In the emoji dataset I have, an emoji like “:people_holding_hands:” 🧑‍🤝‍🧑 doesn't have different shortcodes for skin tone or hair color. It's just “:people_holding_hands:“. Checking Emojipedia, I get the uncertain impression that shortcodes might not be standardized, and I see some tools have different shortcodes for skin tones, while others don't.

I had to make up my own encoding for that, including noticing the emoji might have zero skin tones (yellow figures), or multiple skin tones (two figures of different races).

I also have to do a lookup every time I display an emoji. In an ideal world, I'd lazy-load the emoji picker JS so it only downloads when the user actually wants to select an emoji.

But because I have to convert shortcodes to emoji, I have to load the picker Database on any page where I want to display an emoji, so I can figure out what glyph matches my stored data people_holding_hands:3:5.

If I were to revisit my implementation, I'd just store and validate straight-up emoji.

A more technical solution

Over on Lobsters, user singpolyma pointed out how to test a string without needing an oracle.

You use your language's tools to detect if the string is a single grapheme, and then you check if it either passes the Emoji regex character class, or contains the Emoji variant selector code point.

Here's what you do:

const isEmoji = (e: string) => {
  const segmenter = new Intl.Segmenter();
  const regex = /\p{Emoji_Presentation}/u;
  const variantSelector = String.fromCodePoint(0xfe0f);

  return Boolean(
    Array.from(segmenter.segment(e)).length === 1 &&
      (e.match(regex) || e.includes(variantSelector))
  );
};

On my test data set, 229 out of 3,664 emoji fail the regex test by itself, such as ☺️, ☹️, ☠️, 👁️‍🗨️. But all of those contain the VS16 Emoji variant selector byte!

This means you use the grapheme count to tell “does this look like one glyph to the user?”, then follow up with “does this either show as an emoji by default, or get converted into one?”. All the safety, no oracles!

Well... mostly.

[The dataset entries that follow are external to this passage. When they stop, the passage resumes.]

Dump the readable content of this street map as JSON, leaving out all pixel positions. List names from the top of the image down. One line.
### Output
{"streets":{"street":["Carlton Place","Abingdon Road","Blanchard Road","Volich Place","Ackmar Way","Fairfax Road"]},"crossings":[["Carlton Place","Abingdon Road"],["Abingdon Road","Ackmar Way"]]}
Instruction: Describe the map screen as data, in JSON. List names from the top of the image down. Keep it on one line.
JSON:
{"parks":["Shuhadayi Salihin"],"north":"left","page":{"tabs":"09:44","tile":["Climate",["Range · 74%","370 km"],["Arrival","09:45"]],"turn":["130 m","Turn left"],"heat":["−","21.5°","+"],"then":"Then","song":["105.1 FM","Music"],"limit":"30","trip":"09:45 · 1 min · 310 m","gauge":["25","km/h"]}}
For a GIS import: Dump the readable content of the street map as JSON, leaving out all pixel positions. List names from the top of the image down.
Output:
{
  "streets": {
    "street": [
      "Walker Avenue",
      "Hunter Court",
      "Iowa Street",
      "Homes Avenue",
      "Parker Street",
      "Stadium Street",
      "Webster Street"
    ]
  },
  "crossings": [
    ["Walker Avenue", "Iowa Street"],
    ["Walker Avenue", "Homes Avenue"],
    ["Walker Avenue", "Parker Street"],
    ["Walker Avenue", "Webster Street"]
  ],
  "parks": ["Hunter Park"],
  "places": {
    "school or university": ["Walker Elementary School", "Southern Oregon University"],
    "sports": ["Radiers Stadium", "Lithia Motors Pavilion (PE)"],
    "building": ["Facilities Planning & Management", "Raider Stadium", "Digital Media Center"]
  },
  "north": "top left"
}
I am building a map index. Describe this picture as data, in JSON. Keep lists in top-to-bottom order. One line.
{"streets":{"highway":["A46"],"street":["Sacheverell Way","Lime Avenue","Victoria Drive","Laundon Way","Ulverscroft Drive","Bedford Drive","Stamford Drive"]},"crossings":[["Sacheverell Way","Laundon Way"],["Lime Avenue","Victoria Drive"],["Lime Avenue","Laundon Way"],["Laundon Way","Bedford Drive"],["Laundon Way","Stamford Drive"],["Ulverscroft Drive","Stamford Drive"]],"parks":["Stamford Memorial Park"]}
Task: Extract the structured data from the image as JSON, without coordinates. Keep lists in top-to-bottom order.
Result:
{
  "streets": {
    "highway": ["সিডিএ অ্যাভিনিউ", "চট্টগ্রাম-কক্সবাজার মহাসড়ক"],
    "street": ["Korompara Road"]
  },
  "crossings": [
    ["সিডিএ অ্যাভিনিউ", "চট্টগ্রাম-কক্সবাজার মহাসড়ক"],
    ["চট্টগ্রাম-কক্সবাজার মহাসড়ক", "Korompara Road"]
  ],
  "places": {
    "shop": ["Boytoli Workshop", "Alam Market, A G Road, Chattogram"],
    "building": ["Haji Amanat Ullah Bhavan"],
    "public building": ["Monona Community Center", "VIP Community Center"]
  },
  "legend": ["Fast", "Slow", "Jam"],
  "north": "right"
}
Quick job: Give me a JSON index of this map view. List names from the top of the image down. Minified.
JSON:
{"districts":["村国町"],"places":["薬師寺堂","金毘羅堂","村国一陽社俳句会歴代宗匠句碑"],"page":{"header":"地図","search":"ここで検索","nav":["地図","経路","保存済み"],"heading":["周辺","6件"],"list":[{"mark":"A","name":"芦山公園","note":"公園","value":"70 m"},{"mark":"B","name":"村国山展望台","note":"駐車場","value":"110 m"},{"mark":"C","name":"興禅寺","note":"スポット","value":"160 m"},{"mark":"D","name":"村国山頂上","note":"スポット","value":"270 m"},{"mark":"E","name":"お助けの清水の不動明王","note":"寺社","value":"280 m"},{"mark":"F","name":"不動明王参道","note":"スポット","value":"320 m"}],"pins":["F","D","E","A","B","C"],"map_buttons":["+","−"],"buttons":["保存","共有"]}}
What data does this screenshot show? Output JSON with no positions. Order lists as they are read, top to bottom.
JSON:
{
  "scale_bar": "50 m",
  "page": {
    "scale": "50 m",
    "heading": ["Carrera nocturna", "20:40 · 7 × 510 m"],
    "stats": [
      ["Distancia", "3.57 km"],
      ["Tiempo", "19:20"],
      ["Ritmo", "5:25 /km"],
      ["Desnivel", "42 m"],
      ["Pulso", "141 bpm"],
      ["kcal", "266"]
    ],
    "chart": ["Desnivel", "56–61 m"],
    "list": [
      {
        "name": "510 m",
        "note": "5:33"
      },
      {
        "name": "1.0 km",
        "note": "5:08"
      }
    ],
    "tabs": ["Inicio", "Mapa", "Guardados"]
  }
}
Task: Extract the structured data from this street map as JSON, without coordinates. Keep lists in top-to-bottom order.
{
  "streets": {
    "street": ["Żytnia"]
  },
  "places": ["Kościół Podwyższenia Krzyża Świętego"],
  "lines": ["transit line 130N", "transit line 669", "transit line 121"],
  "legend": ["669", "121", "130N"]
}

It does mean any byte sequence containing VS16 will be accepted, which isn't the same thing as a valid emoji...

Intl.Segmenter is available everywhere except Firefox. And Postgres cannot count graphemes or use the Emoji regex character class, so you can only do application-level data validation. But you're free from managing an allowlist, so there's that.


Footnotes:

Your emoji picker includes country flags, but the Unicode Consortium doesn't want to take sides on whether Taiwan is a real country.

So they dodged the issue: if your text includes a 2-letter country abbreviation encoded as emoji letters, it might or might not display as a flag, depending on how your device feels.

So you're free to include “🇹 🇼” in your text, and if you just so happen to be in a country that doesn't find Taiwanese sovereignty objectionable, you'll see it displayed as 🇹🇼. Otherwise you'll just see 🇹 🇼.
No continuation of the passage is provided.